**PROBLEM DESCRIPTION**
Would you transcribe the line containing "I need the bounding" and every line after it, through the end of the records below, exactly and with nothing else?

Saved entries:
◇ ◇ ◇ ◇ ◇ ◇ ◇

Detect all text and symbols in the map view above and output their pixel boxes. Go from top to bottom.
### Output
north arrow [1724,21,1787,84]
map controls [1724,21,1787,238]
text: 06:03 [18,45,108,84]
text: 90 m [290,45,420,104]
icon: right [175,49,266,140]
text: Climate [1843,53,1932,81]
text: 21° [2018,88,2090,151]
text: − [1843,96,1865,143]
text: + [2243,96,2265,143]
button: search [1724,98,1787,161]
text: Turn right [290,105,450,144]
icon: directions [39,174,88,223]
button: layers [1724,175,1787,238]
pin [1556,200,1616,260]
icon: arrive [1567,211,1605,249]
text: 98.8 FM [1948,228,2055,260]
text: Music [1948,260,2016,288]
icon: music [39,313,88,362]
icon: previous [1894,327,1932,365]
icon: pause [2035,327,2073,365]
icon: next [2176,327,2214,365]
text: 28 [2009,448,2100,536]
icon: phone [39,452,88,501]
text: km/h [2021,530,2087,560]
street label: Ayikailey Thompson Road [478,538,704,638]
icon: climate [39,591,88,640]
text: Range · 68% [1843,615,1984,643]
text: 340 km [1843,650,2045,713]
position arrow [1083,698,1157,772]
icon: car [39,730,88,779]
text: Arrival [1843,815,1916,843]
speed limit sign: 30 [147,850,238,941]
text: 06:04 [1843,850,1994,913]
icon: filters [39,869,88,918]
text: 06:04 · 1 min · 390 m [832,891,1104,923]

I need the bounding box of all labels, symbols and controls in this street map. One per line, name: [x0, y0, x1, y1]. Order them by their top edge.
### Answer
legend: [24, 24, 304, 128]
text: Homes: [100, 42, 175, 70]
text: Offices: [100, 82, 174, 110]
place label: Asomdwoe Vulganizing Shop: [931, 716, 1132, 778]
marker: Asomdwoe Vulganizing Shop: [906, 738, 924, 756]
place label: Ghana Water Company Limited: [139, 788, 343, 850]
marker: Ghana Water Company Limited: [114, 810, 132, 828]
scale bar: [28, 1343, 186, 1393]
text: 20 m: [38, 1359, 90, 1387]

◇ ◇ ◇ ◇ ◇ ◇ ◇

**ANSWER TO THE EXERCISE**
I need the bounding box of all labels, symbols and controls in this street map. One per line, name: [x0, y0, x1, y1]. Order them by their top edge.
### Answer
legend: [24, 24, 304, 128]
text: Homes: [100, 42, 175, 70]
text: Offices: [100, 82, 174, 110]
place label: Asomdwoe Vulganizing Shop: [931, 716, 1132, 778]
marker: Asomdwoe Vulganizing Shop: [906, 738, 924, 756]
place label: Ghana Water Company Limited: [139, 788, 343, 850]
marker: Ghana Water Company Limited: [114, 810, 132, 828]
scale bar: [28, 1343, 186, 1393]
text: 20 m: [38, 1359, 90, 1387]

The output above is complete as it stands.